El lobo ibérico (Canis lupus signatus) ha pasado de unos pocos centenares de individuos en los años 70 a más de 2.500 estimados hoy en la Península Ibérica, recolonizando gran parte de la Cordillera Cantábrica, el Sistema Ibérico y zonas del centro y sur. El oso pardo cantábrico (Ursus arctos), con dos subpoblaciones en la Cordillera Cantábrica, ha crecido desde menos de 70 ejemplares en los años 90 hasta superar los 370 actuales, un proceso de recuperación lento pero sostenido.
Estos movimientos no son comportamientos nuevos ni agresivos. Son el resultado previsible de poblaciones que crecen en paisajes cada vez más fragmentados, donde los corredores ecológicos entre áreas naturales están interrumpidos por carreteras, urbanizaciones y cultivos.
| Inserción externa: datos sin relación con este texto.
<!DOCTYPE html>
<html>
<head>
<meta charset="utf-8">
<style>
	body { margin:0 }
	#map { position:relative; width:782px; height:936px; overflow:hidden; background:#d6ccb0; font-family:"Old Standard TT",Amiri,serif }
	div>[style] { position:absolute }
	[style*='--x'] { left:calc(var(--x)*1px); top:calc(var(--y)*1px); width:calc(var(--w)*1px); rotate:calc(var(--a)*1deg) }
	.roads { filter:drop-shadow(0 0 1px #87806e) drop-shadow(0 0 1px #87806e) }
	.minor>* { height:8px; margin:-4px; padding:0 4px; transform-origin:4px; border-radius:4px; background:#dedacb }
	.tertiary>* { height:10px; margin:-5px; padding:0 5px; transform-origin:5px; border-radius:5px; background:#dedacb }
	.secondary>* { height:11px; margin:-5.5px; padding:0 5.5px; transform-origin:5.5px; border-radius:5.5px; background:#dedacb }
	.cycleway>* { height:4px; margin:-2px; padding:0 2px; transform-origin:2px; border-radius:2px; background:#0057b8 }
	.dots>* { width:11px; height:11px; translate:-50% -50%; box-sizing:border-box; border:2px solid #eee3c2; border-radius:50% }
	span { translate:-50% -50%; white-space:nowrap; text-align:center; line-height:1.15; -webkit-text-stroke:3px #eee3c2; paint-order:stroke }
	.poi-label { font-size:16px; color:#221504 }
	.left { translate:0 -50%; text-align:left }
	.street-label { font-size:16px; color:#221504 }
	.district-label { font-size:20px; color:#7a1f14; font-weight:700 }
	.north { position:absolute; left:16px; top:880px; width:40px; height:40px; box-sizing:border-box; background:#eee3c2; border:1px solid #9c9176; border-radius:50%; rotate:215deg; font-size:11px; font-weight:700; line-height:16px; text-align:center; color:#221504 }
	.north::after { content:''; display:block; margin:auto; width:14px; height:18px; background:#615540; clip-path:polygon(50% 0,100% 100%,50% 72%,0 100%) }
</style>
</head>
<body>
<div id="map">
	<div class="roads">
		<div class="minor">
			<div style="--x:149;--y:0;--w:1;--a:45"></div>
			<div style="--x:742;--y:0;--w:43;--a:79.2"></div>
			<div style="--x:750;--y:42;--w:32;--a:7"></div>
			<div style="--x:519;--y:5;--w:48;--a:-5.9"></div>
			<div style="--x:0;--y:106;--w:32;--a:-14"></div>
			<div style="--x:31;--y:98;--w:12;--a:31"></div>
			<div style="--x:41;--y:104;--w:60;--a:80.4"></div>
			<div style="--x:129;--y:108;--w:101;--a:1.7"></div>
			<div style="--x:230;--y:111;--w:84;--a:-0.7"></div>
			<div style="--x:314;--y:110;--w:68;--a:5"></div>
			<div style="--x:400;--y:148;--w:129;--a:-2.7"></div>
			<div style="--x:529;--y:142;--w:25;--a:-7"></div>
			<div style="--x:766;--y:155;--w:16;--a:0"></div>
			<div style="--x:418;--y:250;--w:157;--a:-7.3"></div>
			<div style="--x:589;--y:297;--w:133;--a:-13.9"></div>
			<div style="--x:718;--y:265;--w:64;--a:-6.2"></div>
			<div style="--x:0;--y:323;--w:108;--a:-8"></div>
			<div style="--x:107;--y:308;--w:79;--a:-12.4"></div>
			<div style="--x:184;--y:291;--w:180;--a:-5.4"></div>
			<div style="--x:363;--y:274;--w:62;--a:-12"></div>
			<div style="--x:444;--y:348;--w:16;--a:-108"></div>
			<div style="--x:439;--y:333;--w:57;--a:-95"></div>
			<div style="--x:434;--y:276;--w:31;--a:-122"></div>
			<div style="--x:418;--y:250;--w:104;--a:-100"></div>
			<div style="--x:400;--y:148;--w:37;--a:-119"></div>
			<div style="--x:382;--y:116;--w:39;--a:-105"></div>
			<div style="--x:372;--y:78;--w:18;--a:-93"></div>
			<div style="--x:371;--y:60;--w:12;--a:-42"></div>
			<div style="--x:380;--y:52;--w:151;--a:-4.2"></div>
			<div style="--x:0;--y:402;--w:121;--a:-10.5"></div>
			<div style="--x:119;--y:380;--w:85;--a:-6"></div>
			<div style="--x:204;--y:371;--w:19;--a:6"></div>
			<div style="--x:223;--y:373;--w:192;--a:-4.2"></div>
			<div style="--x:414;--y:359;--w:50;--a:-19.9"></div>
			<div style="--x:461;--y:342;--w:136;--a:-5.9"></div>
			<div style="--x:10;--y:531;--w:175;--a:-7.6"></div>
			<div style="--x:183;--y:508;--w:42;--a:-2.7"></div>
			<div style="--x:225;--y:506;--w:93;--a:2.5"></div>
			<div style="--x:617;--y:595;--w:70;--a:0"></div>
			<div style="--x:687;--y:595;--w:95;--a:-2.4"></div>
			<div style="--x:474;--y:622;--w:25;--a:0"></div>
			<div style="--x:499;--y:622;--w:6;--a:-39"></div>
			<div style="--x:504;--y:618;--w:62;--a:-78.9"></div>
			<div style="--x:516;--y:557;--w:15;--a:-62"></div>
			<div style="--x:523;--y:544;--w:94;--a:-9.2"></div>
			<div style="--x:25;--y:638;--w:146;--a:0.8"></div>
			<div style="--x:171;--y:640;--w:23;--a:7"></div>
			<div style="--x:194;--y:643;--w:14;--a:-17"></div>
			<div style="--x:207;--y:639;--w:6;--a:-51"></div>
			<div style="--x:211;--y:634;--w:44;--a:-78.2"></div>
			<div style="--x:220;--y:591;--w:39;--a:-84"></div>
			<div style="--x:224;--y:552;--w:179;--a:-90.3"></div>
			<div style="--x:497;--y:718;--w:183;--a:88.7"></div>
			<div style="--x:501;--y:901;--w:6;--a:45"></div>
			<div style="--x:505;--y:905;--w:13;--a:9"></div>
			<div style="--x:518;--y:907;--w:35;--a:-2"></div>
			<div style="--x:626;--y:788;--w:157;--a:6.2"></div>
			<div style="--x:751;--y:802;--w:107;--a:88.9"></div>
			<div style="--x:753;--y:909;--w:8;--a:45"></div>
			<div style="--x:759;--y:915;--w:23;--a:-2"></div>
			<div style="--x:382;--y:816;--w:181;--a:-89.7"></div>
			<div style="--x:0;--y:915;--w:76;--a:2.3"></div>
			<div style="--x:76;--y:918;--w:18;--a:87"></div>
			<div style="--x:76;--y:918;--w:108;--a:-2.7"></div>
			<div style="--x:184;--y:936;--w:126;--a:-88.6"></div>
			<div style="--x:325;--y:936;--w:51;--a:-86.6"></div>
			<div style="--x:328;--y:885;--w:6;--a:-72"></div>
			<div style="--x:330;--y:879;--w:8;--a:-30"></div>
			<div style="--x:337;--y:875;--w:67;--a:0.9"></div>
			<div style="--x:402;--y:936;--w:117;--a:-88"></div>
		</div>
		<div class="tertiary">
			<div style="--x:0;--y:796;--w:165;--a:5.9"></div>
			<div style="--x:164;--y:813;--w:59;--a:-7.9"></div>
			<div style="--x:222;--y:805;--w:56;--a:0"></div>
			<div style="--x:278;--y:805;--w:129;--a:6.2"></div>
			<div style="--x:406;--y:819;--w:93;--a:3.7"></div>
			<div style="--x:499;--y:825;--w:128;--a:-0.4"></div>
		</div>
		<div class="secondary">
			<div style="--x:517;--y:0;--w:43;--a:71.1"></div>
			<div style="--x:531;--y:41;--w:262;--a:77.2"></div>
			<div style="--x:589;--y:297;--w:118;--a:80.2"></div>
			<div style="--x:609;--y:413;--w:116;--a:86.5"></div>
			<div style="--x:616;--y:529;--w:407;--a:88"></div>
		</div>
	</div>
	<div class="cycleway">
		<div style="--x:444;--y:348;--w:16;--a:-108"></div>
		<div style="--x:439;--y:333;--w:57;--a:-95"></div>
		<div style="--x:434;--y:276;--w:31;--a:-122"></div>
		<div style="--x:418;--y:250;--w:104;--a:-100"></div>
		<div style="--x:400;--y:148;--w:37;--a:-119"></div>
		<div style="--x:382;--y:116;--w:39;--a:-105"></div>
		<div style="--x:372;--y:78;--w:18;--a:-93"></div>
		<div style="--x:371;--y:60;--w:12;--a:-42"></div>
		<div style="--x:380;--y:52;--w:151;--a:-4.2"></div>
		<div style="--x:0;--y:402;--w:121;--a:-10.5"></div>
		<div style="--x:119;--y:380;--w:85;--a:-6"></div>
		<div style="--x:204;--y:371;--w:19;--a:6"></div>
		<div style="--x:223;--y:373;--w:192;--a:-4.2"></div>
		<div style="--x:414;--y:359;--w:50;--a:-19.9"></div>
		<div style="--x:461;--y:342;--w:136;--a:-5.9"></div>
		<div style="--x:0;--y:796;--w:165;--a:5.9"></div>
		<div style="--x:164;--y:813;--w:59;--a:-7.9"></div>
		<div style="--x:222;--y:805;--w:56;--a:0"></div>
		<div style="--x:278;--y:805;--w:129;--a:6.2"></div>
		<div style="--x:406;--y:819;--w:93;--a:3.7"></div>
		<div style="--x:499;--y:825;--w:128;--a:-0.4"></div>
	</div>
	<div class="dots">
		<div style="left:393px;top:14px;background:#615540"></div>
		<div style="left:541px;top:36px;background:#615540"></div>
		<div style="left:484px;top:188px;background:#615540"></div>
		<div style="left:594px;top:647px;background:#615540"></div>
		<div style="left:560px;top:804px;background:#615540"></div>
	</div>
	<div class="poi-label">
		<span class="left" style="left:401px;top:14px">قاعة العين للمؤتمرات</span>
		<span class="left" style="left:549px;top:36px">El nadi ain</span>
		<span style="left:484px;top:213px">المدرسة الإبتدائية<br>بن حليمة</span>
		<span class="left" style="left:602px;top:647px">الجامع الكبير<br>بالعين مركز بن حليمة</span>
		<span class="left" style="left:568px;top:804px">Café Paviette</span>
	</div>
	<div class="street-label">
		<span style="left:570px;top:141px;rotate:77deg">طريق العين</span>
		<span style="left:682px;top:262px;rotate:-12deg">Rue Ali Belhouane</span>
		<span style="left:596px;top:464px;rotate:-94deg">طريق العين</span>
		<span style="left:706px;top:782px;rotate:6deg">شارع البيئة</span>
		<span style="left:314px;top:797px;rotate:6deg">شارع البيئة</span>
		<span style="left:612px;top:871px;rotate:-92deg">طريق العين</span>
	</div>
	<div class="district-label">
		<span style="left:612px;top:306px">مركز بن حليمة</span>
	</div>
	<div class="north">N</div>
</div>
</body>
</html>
Un animal que busca territorio o alimento atraviesa lo que encuentra.
La coexistencia se construye con herramientas concretas:
— Planificación de corredores ecológicos entre espacios naturales protegidos
— Sistemas de monitorización con fototrampeo y seguimiento GPS
— Medidas de prevención: cercados eléctricos y mastines leoneses o pastores como perros de guarda
— Comunicación pública basada en datos, no en la excepcionalidad del avistamiento
En España existen ya muchos de estos instrumentos — se trata de aplicarlos con continuidad y recursos suficientes.
🐺 La presencia del lobo o del oso cerca de un pueblo no es una noticia de sucesos. Es ecología aplicada al paisaje real.